Strengths, Weaknesses, and When to Trust Comps
Comps earn their default status honestly. They are market-based: built on observable prices and public filings that both sides of a negotiation can verify. They are fast to build and update, which makes them the first analysis on any time-pressured engagement. They are intuitive enough for any board member to follow. And they embed the market's real-time consensus, the aggregated judgment of thousands of investors, which no single analyst's model replicates.
The central caveat is that comps capture what the market currently thinks, not what a company is intrinsically worth, and markets are periodically, systematically wrong. During the 2021 growth rally many SaaS companies traded at 30-50x revenue, and comps built then produced valuations that collapsed with the 2022-2023 correction; the dot-com bubble and the 2008 crisis cut the same lesson in opposite directions. The structural weaknesses follow: comps inherit any market-wide distortion, they are only as good as the peer group, their time bases are either backward-looking (LTM) or forecast-dependent (NTM), and they price minority stakes, not control.

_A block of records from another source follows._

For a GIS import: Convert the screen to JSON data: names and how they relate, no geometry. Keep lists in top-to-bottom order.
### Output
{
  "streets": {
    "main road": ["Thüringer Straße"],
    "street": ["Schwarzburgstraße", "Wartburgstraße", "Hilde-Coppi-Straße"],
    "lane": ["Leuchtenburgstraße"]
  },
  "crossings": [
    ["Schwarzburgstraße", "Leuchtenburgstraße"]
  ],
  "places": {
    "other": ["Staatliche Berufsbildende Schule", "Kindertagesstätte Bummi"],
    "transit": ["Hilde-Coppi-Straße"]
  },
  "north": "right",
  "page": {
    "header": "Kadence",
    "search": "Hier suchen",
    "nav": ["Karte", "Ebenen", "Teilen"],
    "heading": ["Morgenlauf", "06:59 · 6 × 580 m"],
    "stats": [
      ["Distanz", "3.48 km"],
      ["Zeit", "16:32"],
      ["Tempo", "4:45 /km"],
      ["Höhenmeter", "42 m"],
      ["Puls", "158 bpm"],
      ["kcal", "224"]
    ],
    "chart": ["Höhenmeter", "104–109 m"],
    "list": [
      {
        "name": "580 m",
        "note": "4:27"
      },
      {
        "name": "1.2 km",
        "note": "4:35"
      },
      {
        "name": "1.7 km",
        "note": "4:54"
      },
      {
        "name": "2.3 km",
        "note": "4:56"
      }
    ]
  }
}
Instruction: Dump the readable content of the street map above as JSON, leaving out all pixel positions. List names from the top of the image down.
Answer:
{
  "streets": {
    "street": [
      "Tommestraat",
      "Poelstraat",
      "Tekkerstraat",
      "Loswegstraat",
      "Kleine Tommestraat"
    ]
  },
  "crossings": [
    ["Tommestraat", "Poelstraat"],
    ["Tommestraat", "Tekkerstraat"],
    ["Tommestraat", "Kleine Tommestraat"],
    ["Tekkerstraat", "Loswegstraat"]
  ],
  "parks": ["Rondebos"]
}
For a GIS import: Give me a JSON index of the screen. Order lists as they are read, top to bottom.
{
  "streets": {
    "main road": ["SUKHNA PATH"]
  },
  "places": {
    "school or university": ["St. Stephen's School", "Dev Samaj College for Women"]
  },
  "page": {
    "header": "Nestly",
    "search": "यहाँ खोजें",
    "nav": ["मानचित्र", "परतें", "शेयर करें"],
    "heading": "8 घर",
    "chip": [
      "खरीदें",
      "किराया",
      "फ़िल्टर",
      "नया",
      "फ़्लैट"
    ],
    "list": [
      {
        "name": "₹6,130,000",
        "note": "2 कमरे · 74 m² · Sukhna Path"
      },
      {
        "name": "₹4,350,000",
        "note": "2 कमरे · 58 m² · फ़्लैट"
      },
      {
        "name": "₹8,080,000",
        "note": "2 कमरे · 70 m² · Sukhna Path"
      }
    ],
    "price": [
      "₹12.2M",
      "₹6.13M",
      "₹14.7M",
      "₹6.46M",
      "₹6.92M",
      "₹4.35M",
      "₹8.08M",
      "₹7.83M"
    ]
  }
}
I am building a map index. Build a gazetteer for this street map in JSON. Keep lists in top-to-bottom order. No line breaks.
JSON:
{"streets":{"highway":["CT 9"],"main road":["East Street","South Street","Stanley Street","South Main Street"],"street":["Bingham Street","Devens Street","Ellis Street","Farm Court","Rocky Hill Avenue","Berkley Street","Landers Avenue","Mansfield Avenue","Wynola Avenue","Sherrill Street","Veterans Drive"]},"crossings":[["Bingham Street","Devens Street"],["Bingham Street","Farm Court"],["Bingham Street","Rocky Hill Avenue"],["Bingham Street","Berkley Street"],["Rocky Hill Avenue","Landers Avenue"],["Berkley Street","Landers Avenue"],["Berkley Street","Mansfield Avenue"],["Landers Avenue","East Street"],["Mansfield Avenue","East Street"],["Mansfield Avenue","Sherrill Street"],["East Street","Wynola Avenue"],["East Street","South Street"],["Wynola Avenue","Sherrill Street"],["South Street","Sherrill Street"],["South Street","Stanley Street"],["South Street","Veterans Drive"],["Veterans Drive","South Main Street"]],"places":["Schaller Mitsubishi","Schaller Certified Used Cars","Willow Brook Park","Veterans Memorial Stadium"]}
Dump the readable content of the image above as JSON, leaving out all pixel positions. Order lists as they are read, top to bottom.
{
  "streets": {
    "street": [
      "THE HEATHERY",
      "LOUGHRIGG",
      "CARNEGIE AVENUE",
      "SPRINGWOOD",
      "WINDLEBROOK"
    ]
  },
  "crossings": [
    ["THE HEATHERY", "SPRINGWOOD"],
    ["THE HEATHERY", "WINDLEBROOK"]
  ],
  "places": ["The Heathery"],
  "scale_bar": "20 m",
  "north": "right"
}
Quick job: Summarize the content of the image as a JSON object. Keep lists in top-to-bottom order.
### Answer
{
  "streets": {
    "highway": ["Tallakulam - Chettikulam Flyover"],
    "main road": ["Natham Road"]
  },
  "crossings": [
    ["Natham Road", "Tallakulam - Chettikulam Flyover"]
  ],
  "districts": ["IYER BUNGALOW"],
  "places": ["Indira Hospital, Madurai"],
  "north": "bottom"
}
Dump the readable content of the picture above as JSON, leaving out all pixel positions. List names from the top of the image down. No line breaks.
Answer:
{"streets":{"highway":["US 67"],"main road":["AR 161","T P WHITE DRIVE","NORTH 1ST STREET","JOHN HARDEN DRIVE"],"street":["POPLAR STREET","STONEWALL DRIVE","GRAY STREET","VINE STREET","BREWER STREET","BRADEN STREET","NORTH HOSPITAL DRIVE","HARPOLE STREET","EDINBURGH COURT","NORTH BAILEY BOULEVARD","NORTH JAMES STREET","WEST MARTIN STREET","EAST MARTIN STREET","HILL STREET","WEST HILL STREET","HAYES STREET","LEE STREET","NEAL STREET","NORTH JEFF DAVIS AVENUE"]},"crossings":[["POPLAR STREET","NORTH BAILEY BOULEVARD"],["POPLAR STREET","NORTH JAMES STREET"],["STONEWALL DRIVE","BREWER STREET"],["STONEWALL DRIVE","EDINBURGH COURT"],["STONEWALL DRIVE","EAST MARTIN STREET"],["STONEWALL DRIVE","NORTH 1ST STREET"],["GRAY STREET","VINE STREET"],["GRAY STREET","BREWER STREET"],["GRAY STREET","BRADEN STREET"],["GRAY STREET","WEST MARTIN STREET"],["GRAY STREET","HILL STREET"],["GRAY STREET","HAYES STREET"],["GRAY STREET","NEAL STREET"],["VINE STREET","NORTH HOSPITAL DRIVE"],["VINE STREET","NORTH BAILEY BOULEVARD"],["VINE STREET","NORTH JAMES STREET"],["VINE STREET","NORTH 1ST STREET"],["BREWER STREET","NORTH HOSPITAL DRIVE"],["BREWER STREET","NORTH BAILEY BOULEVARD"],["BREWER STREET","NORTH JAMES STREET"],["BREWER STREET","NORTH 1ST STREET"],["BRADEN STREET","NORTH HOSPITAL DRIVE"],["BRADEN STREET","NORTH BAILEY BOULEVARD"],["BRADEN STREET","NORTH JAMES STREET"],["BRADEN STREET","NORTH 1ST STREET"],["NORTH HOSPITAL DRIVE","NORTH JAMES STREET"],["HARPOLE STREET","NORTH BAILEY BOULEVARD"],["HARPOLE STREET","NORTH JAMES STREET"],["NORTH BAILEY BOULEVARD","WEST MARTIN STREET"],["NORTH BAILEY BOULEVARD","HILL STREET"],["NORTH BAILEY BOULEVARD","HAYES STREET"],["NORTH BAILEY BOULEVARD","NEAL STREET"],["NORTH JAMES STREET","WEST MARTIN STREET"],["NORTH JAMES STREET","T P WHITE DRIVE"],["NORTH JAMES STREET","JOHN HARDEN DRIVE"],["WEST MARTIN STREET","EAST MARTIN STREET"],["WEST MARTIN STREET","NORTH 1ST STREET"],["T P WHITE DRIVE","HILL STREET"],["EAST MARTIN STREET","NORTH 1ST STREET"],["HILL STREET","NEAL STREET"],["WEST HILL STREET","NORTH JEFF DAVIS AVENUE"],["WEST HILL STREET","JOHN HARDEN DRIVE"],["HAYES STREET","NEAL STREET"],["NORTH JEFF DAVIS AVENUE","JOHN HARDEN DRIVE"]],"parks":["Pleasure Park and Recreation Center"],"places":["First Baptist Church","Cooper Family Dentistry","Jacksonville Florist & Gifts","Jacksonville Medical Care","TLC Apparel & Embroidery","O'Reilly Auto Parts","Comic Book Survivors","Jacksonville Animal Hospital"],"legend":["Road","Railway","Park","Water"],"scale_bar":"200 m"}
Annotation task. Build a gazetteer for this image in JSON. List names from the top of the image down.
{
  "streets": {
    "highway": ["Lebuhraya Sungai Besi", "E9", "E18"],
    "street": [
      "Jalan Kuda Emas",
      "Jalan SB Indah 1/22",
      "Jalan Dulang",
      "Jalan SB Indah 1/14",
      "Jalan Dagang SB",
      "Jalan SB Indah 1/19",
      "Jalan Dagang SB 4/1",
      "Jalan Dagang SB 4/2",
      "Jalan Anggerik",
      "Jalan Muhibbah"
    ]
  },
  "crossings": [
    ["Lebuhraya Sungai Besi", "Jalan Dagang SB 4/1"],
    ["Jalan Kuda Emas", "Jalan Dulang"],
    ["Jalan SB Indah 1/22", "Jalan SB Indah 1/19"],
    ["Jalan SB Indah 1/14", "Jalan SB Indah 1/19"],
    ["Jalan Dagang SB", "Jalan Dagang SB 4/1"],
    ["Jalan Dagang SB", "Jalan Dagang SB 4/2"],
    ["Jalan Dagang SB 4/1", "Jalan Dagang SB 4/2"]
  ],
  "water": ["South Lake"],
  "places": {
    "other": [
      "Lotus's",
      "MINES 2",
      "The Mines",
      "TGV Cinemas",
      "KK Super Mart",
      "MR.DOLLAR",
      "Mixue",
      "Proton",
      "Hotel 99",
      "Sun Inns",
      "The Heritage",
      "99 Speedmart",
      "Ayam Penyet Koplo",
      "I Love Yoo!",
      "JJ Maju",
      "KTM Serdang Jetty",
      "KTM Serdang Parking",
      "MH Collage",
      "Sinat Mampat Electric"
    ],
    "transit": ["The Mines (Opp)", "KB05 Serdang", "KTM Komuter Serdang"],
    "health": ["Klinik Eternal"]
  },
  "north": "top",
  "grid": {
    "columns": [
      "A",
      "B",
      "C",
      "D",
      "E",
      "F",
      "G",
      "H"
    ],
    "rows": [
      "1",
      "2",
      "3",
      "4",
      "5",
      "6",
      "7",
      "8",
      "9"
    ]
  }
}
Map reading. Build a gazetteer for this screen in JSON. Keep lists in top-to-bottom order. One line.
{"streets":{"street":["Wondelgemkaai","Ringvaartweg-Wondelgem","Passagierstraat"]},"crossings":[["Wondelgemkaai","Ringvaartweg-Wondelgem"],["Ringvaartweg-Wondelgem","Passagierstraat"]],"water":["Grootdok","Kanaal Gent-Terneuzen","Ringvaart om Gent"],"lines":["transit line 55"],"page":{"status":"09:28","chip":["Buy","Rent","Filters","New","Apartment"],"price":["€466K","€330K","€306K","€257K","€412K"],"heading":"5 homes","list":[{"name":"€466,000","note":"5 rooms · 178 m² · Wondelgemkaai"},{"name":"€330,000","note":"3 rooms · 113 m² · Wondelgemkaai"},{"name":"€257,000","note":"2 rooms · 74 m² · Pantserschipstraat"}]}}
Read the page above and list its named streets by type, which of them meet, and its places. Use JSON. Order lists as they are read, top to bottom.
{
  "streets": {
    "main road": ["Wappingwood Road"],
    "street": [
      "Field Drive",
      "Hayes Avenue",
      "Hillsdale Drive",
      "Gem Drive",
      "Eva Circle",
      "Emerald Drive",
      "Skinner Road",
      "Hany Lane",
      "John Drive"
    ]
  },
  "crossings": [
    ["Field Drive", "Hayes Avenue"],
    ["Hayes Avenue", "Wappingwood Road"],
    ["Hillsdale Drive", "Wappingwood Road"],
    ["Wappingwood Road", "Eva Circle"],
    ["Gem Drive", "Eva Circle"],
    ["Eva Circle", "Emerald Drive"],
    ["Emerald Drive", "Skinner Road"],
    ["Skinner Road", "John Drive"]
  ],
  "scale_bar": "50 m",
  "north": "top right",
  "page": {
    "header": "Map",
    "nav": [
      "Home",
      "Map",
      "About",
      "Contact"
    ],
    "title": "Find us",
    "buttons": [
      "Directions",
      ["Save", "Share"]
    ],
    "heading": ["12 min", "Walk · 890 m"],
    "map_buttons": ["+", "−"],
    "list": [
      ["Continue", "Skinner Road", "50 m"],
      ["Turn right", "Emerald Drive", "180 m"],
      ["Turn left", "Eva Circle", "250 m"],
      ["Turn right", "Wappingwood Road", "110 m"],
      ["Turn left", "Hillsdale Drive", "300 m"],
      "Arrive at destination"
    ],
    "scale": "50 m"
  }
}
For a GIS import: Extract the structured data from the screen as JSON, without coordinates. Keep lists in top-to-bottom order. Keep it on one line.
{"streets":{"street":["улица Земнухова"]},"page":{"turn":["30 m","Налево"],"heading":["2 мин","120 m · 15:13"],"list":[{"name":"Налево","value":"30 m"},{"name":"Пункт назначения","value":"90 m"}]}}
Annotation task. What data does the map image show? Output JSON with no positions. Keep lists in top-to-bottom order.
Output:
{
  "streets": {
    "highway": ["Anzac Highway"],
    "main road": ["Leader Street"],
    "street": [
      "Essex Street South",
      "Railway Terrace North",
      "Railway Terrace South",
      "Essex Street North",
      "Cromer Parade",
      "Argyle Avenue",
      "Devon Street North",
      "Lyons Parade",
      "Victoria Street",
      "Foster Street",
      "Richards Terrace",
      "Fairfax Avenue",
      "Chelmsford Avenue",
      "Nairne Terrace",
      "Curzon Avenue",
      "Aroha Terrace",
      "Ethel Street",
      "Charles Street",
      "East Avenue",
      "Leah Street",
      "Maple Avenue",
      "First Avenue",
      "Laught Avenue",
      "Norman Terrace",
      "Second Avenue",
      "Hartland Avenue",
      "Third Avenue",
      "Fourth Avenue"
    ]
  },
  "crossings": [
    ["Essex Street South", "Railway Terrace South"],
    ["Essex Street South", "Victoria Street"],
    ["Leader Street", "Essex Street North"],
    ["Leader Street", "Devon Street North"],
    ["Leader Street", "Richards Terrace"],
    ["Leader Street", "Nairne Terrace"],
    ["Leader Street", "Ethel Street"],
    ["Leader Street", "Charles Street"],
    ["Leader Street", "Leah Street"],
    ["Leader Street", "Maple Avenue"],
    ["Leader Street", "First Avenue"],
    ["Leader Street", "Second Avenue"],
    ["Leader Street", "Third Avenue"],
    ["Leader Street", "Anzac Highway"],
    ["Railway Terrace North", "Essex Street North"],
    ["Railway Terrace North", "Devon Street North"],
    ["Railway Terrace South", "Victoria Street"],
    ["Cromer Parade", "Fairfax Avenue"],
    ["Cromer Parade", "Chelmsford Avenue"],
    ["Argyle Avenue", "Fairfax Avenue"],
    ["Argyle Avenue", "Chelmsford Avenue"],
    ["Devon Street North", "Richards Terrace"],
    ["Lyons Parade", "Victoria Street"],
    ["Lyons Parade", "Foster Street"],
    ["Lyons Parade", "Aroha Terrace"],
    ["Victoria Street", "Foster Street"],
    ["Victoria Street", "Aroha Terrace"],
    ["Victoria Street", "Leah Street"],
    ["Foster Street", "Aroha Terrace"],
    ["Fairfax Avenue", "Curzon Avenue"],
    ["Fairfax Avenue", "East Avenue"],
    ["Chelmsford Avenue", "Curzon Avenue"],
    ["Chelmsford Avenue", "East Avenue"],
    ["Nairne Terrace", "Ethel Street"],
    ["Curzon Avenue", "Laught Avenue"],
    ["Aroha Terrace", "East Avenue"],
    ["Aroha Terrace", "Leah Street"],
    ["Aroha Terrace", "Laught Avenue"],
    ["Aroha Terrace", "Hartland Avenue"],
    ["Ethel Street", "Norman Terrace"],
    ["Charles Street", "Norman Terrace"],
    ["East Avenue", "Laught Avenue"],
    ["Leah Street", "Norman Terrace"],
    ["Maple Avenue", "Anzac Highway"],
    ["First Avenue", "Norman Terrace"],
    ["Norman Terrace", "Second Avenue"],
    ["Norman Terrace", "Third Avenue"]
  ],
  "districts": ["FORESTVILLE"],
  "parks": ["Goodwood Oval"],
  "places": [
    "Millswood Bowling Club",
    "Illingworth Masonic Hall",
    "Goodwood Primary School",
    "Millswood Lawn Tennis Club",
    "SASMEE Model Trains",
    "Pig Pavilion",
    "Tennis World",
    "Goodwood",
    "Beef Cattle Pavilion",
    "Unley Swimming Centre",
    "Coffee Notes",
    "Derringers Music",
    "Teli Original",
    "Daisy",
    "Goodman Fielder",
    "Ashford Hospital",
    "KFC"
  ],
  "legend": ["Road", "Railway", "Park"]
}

Trading vs. Transaction Multiples
That last point deserves precision. A trading multiple comes from a company's current public market valuation and reflects what a passive investor pays for a small stake. A transaction multiple comes from an actual M&A deal price, which includes a control premium, typically 20-40 percent above the undisturbed trading price. For the same company the transaction multiple almost always exceeds the trading multiple, which is why the comps bar sits below the precedent transactions bar on the football field, and why a comps-based value understates what an acquirer should expect to pay. The gap between the two bars approximates the market's going rate for control.
When Comps Deserve Weight
Trust comps most when the peer group is well matched and the market is stable, when the target sits in a well-covered sector with many public peers, and when the output is triangulated against other methods. Trust them least during bubbles and panics (sentiment, not fundamentals, is setting the multiples), for unique business models where the peer group is forced, and for targets undergoing transformational change that historical comparables cannot capture. By situation: comps carry the most weight in IPO pricing, where the company will trade against public peers from day one, and the least in restructuring, where the target's price reflects distress while its peers are healthy.
Triangulating with DCF and Precedent Transactions
No banking deliverable presents comps alone, and not merely by convention: each pillar covers the others' blind spots. The DCF supplies a fundamental anchor independent of market pricing; when comps and DCF converge, confidence is high, and when they diverge the gap itself is diagnostic (a DCF above comps suggests the market undervalues the target or the projections are optimistic; a DCF below suggests sector-wide overpricing or conservative assumptions). Precedent transactions supply what buyers have actually paid, control premium included, which sets sell-side price expectations and benchmarks buy-side offers. Comps tell you where the market prices similar companies today. The other two methods tell you whether to believe it, and what someone might actually pay.